WHAT IS REQUIRED: Whenever a line in the data below includes the string "buttons", copy it out.

*** DATA LISTING ***

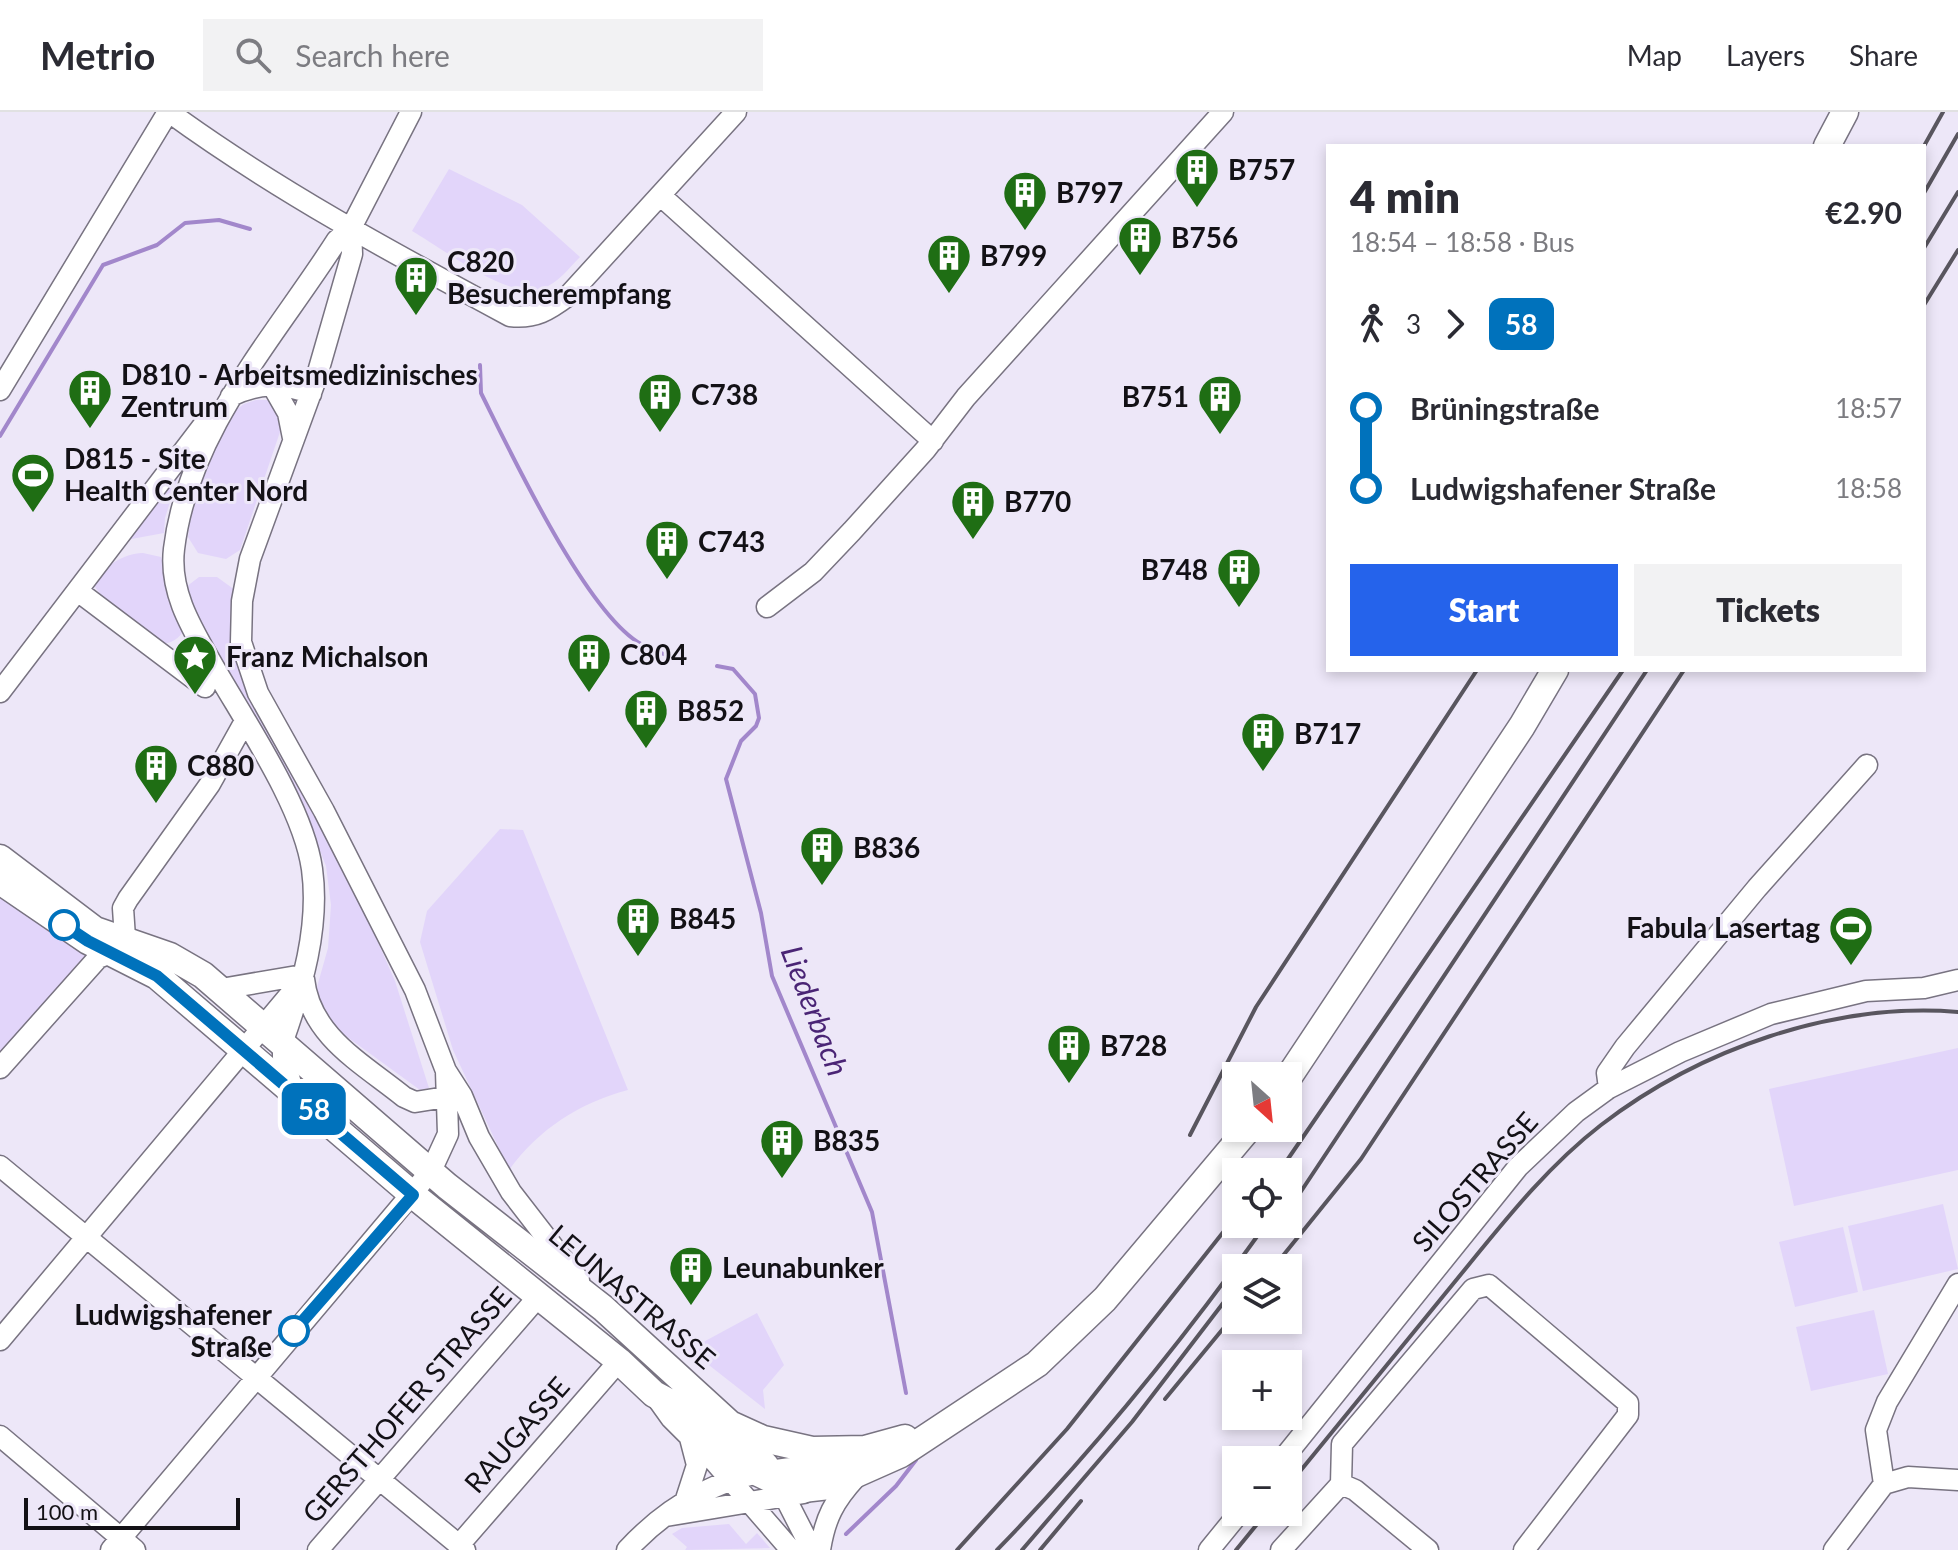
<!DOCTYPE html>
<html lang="en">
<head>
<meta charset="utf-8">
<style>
	body { margin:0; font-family:Lato,sans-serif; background:#f2f2f3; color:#2b2b33; height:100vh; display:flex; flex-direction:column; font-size:30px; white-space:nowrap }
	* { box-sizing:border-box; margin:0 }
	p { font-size:26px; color:#7c7c81 }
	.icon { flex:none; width:44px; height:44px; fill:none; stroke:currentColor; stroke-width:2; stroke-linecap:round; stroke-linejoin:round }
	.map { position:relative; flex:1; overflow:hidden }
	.sheet { position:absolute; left:1326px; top:32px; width:600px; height:528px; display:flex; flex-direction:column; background:#fff; border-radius:0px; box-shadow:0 4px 12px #0003 }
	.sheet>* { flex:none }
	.badge { padding:0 16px; border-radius:12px; font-size:28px; line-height:52px }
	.needle { width:52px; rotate:153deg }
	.buttons { position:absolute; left:1222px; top:950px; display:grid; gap:16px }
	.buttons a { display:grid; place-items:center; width:80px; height:80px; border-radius:0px; background:#fff; box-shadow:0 4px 12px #0003; font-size:40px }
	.scale { position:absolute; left:24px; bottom:20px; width:216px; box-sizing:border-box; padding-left:8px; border:4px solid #131116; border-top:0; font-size:22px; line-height:28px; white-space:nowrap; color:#131116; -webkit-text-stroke:6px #ede7f8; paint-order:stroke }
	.map>.badge { position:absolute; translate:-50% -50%; box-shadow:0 0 0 4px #fff }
	.legs { display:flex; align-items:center; gap:12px; height:88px; padding:0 24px; font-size:26px }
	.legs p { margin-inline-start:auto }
	.head { display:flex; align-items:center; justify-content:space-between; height:136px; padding:0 24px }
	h1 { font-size:44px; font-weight:800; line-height:60px }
	.cta { display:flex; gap:16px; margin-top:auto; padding:16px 24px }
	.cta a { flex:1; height:92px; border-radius:0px; background:#2563eb; color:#fff; font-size:32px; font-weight:800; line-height:92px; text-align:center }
	.cta a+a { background:#f2f2f3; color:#2b2b33 }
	ul { padding:0 24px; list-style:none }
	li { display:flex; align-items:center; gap:28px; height:80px; font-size:30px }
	li i { display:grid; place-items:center; width:12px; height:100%; margin:0 10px; background:currentColor }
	li i::after { content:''; width:20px; height:20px; margin:-10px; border:6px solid; border-radius:50%; background:#fff }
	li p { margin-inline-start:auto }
	li:first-child i { background:linear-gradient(#0000 50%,currentColor 0) }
	li:last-child i { background:linear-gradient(currentColor 50%,#0000 0) }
	header { display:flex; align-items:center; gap:48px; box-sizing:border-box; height:112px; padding:0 40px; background:#fff; border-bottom:2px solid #e1e1e2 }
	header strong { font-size:38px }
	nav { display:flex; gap:44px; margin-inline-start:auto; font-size:28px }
	.search { width:560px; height:72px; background:#f2f2f3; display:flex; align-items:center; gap:20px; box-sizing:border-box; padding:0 28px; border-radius:0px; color:#7c7c81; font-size:30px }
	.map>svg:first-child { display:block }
	.green { fill:#e2d5fa }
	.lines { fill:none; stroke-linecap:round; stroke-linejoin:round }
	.stream { stroke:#a287cb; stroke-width:4 }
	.minor-casing { stroke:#787381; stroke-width:23 }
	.major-casing { stroke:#787381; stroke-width:29 }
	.minor { stroke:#fff; stroke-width:20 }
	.major { stroke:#fff; stroke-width:26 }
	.rail { stroke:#59565f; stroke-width:4 }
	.line-1-casing { stroke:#fff; stroke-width:18 }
	.line-1 { stroke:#0072bc; stroke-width:12 }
	.stop-1-dot { fill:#fff; stroke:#0072bc; stroke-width:4 }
	.labels { text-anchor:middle; stroke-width:6; stroke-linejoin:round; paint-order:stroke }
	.poi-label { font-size:28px; font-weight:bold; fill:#131116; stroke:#ede7f8; text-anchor:start }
	.street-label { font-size:28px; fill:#131116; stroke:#ede7f8 }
	.stop-label { font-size:28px; font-weight:bold; fill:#131116; stroke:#ede7f8; text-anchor:end }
	.water-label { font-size:30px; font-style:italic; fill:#4a2475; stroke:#ede7f8 }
</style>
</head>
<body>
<header>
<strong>Metrio</strong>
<div class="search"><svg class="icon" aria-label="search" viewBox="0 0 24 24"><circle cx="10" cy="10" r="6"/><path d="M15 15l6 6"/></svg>Search here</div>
<nav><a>Map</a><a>Layers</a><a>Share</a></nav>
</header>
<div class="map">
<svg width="1958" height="1438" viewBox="0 0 1958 1438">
	<rect width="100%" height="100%" fill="#ede7f8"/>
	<path class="green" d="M449,57L522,93L580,145C569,156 558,171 542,177C508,188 442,136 412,119Z
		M256,288H267L277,296L282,314L240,438L226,447L198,441L188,425L193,387L228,304L244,292Z
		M181,355L165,406L164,421L126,428Z
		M143,441L161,445L182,521C177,528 168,533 159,531C144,527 97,485 93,470C107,453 122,442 143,441Z
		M199,465H217L235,478L231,523L244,574L344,753L395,869L429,976L420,978L328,911L318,894L317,875L328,836L331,793L326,754L309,711L197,509L186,475Z
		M500,717L523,718L628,978C579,991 539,1017 509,1058L453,938L420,830L427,799Z
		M0,785L86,843L0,942Z
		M1958,936V1058L1794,1094L1769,977Z
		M1943,1092L1958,1157L1863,1179L1848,1114Z
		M1843,1115L1858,1180L1795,1195L1779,1130Z
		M1874,1198L1888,1262L1811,1279L1796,1215Z
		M757,1201L784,1253L763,1278L765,1297L705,1250L683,1241Z
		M729,1412L746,1432L757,1421L770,1436L685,1438L687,1435L672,1422L682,1416Z"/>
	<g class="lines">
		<path class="stream" d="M480,253L481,281C511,341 586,501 641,532C651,538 664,542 675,546
			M0,324L103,153L157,133L185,111L219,108L250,117
			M717,554L733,557L755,582L759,606L756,614L741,629L726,667L761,801L772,864L872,1100L906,1281
			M846,1422L896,1374L916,1348"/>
		<g class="minor-casing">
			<path id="minor" d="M169,0C276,78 393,141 510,204C535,207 549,198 569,183L736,0
				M661,84L933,329
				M351,116L352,142L316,267L250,447L242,489L241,530L258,581L324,699L415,878L446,959L462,984L479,1025L511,1080L579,1168
				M272,273L288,301L293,326
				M0,278L168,0
				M231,284C258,271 282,270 311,282
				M79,480L205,575
				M767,495L813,460L852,419L926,337L966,285L1223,0
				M0,580L208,307
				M125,826L123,796L128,787L210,672L245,609
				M304,867C310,924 362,951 404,985L415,990L446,985
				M221,877L303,863
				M0,956L98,846L111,841
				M1609,976L1607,961L1625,935L1757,776L1867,653
				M293,978L283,945V929C302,875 320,815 312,757C303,693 243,607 211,550C191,515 169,479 174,437C188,319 275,225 337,128L351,116L411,0
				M0,1054L465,1438
				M0,1228L293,879
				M656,1285L671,1306L714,1349L791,1438
				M739,1320L768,1352L812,1438
				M0,1324L135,1438
				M1282,1348L1518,1055L1576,1000L1609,976L1680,940L1771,902L1866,879L1924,876L1958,868
				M1341,1372L1342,1332L1473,1177L1489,1173L1628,1291V1303L1524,1438
				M1341,1372L1355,1378L1428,1438
				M1884,1372L1908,1365L1958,1368
				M686,1387L697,1353L690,1326
				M666,1404L804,1381
				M459,1433L619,1249
				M111,1438L431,1059L448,1022L446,959
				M318,1438L538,1185
				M627,1438C666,1396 713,1368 770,1359C810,1352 832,1357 873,1342
				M820,1438C825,1406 834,1389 856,1365
				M1209,1438L1240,1400
				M1281,1438L1341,1372
				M1834,1438L1884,1372L1876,1318L1887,1290L1958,1172"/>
		</g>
		<g class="major-casing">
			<path id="major" d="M1827,34L1845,0
				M0,746L95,818L170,844L203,863L447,1074L603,1196L730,1312L763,1327L812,1338L865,1337L905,1326
				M0,769L88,829L157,864L413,1083L619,1249L654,1282L682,1297L758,1361L794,1378L829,1374L901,1342L1037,1252L1105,1187L1249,1016
				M1288,966L1522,614L1555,558"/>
		</g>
		<use href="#minor" class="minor"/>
		<use href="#major" class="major"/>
		<path class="rail" d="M1924,34L1943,0
			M1924,81L1958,22
			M1924,136L1958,80
			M1924,193L1958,138
			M1190,1023L1256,895L1477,558
			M1279,1060L1623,558
			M1288,1099L1647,558
			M1273,1156L1361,1047L1684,558
			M1165,1287L1236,1201
			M1288,1374C1343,1307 1398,1239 1453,1172C1499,1116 1544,1057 1601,1013C1700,937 1833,890 1958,900
			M957,1438L1067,1317L1236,1104
			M997,1438C1095,1337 1184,1227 1266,1112
			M1022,1438L1132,1310L1227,1186
			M1040,1438L1081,1389
			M1236,1438L1267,1400"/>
	</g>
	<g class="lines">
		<g class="line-1-casing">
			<path id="line-1" d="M64,813L88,829L157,864L413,1083L294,1219"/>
		</g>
		<use href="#line-1" class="line-1"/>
	</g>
	<defs>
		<g id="building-pin" transform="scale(2.3)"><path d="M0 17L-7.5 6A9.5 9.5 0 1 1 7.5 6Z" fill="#1f6e14" stroke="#ede7f8"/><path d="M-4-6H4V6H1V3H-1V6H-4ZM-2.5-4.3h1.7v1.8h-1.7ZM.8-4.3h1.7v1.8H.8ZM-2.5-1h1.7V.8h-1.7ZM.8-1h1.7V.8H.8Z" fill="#fff"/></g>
		<g id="stadium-pin" transform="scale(2.3)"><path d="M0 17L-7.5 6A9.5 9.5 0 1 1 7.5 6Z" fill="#1f6e14" stroke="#ede7f8"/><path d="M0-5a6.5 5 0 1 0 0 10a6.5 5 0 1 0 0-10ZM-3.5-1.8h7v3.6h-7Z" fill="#fff"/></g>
		<g id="sight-pin" transform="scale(2.3)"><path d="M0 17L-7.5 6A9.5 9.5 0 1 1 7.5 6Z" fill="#1f6e14" stroke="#ede7f8"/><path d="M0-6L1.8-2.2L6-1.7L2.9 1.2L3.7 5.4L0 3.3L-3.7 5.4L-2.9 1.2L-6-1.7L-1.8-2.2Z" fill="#fff"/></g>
	</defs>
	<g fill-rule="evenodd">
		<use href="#building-pin" x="1197" y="58"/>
		<use href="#building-pin" x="1025" y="81"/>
		<use href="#building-pin" x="1140" y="126"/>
		<use href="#building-pin" x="949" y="144"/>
		<use href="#building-pin" x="416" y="166"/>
		<use href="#building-pin" x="90" y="279"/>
		<use href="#building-pin" x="660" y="283"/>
		<use href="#building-pin" x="1220" y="285"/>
		<use href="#stadium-pin" x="33" y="363"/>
		<use href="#building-pin" x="973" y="390"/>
		<use href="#building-pin" x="667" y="430"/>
		<use href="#building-pin" x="1239" y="458"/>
		<use href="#building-pin" x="589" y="543"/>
		<use href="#sight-pin" x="195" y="545"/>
		<use href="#building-pin" x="646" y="599"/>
		<use href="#building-pin" x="1263" y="622"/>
		<use href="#building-pin" x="156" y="654"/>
		<use href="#building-pin" x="822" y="736"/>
		<use href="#building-pin" x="638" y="807"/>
		<use href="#stadium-pin" x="1851" y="816"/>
		<use href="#building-pin" x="1069" y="934"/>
		<use href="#building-pin" x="782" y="1029"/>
		<use href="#building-pin" x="691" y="1156"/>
	</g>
	<g class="stop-1-dot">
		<circle cx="64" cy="813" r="14"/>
		<circle cx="294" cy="1219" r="14"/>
	</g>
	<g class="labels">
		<g class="poi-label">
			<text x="1228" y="68">B757</text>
			<text x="1056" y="91">B797</text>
			<text x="1171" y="136">B756</text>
			<text x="980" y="154">B799</text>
			<text x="447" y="160">C820<tspan x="447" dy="32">Besucherempfang</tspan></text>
			<text x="121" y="273">D810 - Arbeitsmedizinisches<tspan x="121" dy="32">Zentrum</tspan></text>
			<text x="691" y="293">C738</text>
			<text x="1189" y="295" text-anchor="end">B751</text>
			<text x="64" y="357">D815 - Site<tspan x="64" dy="32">Health Center Nord</tspan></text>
			<text x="1004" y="400">B770</text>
			<text x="698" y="440">C743</text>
			<text x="1208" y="468" text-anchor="end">B748</text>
			<text x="620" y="553">C804</text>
			<text x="226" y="555">Franz Michalson</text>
			<text x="677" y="609">B852</text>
			<text x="1294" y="632">B717</text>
			<text x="187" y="664">C880</text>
			<text x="853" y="746">B836</text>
			<text x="669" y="817">B845</text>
			<text x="1820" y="826" text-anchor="end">Fabula Lasertag</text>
			<text x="1100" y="944">B728</text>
			<text x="813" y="1039">B835</text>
			<text x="722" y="1166">Leunabunker</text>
		</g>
		<g class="street-label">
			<text transform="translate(1475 1070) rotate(-49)" y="10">SILOSTRASSE</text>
			<text transform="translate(632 1185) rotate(40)" y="10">LEUNASTRASSE</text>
			<text transform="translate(407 1293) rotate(-49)" y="10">GERSTHOFER STRASSE</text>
			<text transform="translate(517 1323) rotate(-49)" y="10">RAUGASSE</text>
		</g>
		<g class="stop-label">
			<text x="272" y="1213">Ludwigshafener<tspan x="272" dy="32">Straße</tspan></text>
		</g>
		<g class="water-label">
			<text transform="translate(814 899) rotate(69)" y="10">Liederbach</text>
		</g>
	</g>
</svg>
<div class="buttons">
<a><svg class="needle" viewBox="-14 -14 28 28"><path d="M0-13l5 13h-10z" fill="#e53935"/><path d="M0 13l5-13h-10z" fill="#7c7c81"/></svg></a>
<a><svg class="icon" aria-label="locate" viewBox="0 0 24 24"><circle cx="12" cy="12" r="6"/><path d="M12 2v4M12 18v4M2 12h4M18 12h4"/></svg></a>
<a><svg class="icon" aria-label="layers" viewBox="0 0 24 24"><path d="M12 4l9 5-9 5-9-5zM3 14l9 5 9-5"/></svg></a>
<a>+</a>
<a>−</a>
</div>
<div class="scale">100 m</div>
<b class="badge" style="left:314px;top:997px;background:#0072bc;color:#fff">58</b>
<section class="sheet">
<div class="head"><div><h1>4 min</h1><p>18:54 – 18:58 · Bus</p></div><b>€2.90</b></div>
<div class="legs"><svg class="icon" aria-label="walk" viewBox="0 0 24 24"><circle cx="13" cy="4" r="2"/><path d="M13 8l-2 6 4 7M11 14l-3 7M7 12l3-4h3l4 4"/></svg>3<svg class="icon" aria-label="forward" viewBox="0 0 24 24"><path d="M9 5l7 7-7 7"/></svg><b class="badge" style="background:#0072bc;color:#fff">58</b></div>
<ul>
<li><i style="color:#0072bc"></i><b>Brüningstraße</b><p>18:57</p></li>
<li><i style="color:#0072bc"></i><b>Ludwigshafener Straße</b><p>18:58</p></li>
</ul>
<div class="cta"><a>Start</a><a>Tickets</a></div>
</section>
</div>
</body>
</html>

***

RESPONSE TO THE EXERCISE:
	.buttons { position:absolute; left:1222px; top:950px; display:grid; gap:16px }
	.buttons a { display:grid; place-items:center; width:80px; height:80px; border-radius:0px; background:#fff; box-shadow:0 4px 12px #0003; font-size:40px }
<div class="buttons">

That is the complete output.